[Records excerpted from a collection]
# # # #
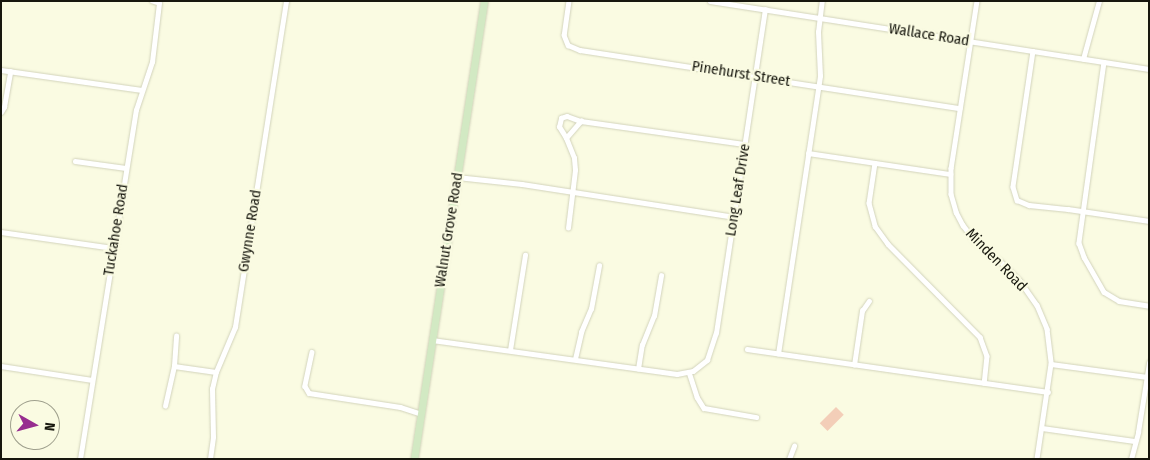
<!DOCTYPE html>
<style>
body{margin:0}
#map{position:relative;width:1150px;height:460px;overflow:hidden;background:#fafbe2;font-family:"Fira Sans Condensed",sans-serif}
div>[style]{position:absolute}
.green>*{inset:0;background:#f3ceb8;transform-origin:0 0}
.roads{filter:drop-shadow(0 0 1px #d2d3bb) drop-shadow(0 0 1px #d2d3bb)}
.street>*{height:4.5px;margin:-2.25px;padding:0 2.25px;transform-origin:2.25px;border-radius:2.25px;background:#fff}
.secondary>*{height:7px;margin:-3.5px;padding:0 3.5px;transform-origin:3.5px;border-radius:3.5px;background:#d2e9c3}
span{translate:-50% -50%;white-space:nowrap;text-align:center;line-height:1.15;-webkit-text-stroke:4.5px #fafbe2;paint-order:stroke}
.street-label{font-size:15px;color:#17170e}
.frame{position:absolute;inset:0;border:2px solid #17170e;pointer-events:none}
.north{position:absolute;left:10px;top:400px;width:50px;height:50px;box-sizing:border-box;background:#fafbe2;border:1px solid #9fa08d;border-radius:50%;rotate:97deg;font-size:14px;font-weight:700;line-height:20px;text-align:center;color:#17170e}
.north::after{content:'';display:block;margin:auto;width:18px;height:22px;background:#972d8f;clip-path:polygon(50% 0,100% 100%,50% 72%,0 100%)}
</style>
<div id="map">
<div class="green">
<div style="left:836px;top:407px;width:11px;height:23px;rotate:45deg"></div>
</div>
<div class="roads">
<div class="street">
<div style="left:569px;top:1px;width:34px;rotate:98deg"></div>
<div style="left:564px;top:35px;width:11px;rotate:68deg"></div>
<div style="left:568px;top:45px;width:13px;rotate:23deg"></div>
<div style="left:580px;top:50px;width:384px;rotate:8.7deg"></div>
<div style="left:710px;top:1px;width:444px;rotate:8.8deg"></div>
<div style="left:977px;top:1px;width:169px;rotate:98.8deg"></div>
<div style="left:951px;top:168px;width:26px;rotate:90deg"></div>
<div style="left:951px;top:194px;width:19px;rotate:74deg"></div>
<div style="left:956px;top:212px;width:15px;rotate:62deg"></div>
<div style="left:963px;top:225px;width:20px;rotate:53deg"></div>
<div style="left:975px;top:241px;width:32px;rotate:39deg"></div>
<div style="left:1000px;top:261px;width:28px;rotate:45deg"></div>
<div style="left:1020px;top:281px;width:29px;rotate:55deg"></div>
<div style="left:1037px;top:305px;width:26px;rotate:67deg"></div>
<div style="left:1047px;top:329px;width:35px;rotate:83deg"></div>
<div style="left:1051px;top:364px;width:96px;rotate:98.4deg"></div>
<div style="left:1033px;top:51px;width:137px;rotate:98.4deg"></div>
<div style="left:1013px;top:187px;width:14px;rotate:73deg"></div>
<div style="left:1017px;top:200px;width:13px;rotate:23deg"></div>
<div style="left:1029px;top:205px;width:39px;rotate:6deg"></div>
<div style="left:1068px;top:209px;width:82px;rotate:8.4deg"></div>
<div style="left:1083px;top:59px;width:60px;rotate:-74.6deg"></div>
<div style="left:1104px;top:62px;width:183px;rotate:97.9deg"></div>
<div style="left:1079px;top:243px;width:15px;rotate:70deg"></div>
<div style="left:1084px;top:257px;width:40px;rotate:60.3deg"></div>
<div style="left:1104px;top:292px;width:17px;rotate:31deg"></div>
<div style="left:1119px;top:301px;width:30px;rotate:9deg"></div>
<div style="left:1px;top:70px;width:142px;rotate:8.1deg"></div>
<div style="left:1px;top:112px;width:6px;rotate:-59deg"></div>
<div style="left:4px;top:107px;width:36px;rotate:-80deg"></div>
<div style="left:566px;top:138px;width:13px;rotate:-122deg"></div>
<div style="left:559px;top:127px;width:9px;rotate:-77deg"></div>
<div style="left:561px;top:118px;width:6px;rotate:-18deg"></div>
<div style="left:567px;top:116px;width:15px;rotate:20deg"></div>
<div style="left:808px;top:153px;width:144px;rotate:8.4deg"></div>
<div style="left:75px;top:161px;width:51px;rotate:7.8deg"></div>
<div style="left:875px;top:163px;width:40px;rotate:98.5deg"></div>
<div style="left:869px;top:203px;width:24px;rotate:75deg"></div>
<div style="left:875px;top:226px;width:22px;rotate:54deg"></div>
<div style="left:888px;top:244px;width:131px;rotate:45.3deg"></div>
<div style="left:980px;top:337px;width:20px;rotate:70deg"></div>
<div style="left:987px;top:356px;width:27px;rotate:96deg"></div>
<div style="left:457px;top:177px;width:65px;rotate:6.1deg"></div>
<div style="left:522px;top:184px;width:215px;rotate:8.8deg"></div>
<div style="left:568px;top:228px;width:58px;rotate:-83.1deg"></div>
<div style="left:575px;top:170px;width:12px;rotate:-95deg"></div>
<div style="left:574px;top:158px;width:22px;rotate:-112deg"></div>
<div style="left:566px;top:138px;width:23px;rotate:-49deg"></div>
<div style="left:581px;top:121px;width:166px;rotate:8deg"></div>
<div style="left:1px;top:232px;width:113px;rotate:8.1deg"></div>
<div style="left:432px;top:340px;width:247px;rotate:7.9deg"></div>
<div style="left:677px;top:374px;width:16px;rotate:-11deg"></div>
<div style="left:693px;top:371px;width:18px;rotate:-38deg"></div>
<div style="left:707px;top:360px;width:28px;rotate:-72deg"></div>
<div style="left:716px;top:333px;width:327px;rotate:-81.4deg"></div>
<div style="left:747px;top:349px;width:304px;rotate:8.1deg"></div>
<div style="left:510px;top:350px;width:96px;rotate:-81deg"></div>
<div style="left:312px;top:352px;width:35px;rotate:102deg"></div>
<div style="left:305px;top:386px;width:8px;rotate:60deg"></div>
<div style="left:309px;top:393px;width:92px;rotate:8.7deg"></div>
<div style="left:400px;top:407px;width:22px;rotate:18deg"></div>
<div style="left:778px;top:354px;width:281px;rotate:-81.4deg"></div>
<div style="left:820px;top:76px;width:44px;rotate:-92.6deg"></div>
<div style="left:818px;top:32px;width:31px;rotate:-83deg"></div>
<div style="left:575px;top:359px;width:28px;rotate:-77deg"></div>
<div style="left:581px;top:332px;width:25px;rotate:-67deg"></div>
<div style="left:591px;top:309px;width:44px;rotate:-79.5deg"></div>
<div style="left:1051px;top:364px;width:97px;rotate:7.7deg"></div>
<div style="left:854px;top:365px;width:55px;rotate:-81.6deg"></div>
<div style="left:862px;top:311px;width:12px;rotate:-55deg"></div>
<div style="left:1px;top:366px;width:92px;rotate:8.7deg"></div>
<div style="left:174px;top:366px;width:42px;rotate:8.1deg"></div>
<div style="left:638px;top:369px;width:24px;rotate:-81deg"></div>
<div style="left:642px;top:345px;width:31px;rotate:-68deg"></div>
<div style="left:654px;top:316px;width:41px;rotate:-80.1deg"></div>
<div style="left:689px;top:372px;width:26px;rotate:72deg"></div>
<div style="left:697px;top:397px;width:13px;rotate:58deg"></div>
<div style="left:704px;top:408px;width:53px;rotate:9.8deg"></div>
<div style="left:165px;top:406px;width:41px;rotate:-77.3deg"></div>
<div style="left:174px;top:366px;width:30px;rotate:-86deg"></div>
<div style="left:1042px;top:428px;width:93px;rotate:8deg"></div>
<div style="left:80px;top:459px;width:353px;rotate:-80.9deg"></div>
<div style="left:136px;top:110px;width:51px;rotate:-71.6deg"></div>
<div style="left:152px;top:62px;width:59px;rotate:-83.2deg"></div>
<div style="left:159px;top:3px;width:7px;rotate:-164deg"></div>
<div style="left:210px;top:459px;width:22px;rotate:-82deg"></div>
<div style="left:213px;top:437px;width:48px;rotate:-91.2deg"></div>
<div style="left:212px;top:389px;width:17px;rotate:-77deg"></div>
<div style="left:216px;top:372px;width:49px;rotate:-67.1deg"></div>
<div style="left:235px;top:327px;width:330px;rotate:-81.1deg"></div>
<div style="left:789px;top:459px;width:14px;rotate:-69deg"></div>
<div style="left:1131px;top:459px;width:28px;rotate:-75deg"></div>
<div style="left:1138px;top:432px;width:70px;rotate:-80.9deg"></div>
</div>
<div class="secondary">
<div style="left:414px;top:459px;width:463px;rotate:-81.3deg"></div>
</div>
</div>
<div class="street-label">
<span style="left:929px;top:35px;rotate:9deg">Wallace Road</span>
<span style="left:741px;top:74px;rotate:9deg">Pinehurst Street</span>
<span style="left:738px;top:190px;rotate:-81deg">Long Leaf Drive</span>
<span style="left:116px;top:230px;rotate:-81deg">Tuckahoe Road</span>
<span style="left:449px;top:230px;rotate:-81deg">Walnut Grove Road</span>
<span style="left:250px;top:231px;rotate:-81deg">Gwynne Road</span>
<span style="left:996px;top:260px;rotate:46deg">Minden Road</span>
</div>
<div class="frame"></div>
<div class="north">N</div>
</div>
# # # #
◆ WORK ORDER
Copy word for word each line of the data above, from the first through the one containing "1px #d2d3bb) drop-shadow(0", and include no pictures.

◆ OUTPUT FOR THIS EXERCISE
<!DOCTYPE html>
<style>
body{margin:0}
#map{position:relative;width:1150px;height:460px;overflow:hidden;background:#fafbe2;font-family:"Fira Sans Condensed",sans-serif}
div>[style]{position:absolute}
.green>*{inset:0;background:#f3ceb8;transform-origin:0 0}
.roads{filter:drop-shadow(0 0 1px #d2d3bb) drop-shadow(0 0 1px #d2d3bb)}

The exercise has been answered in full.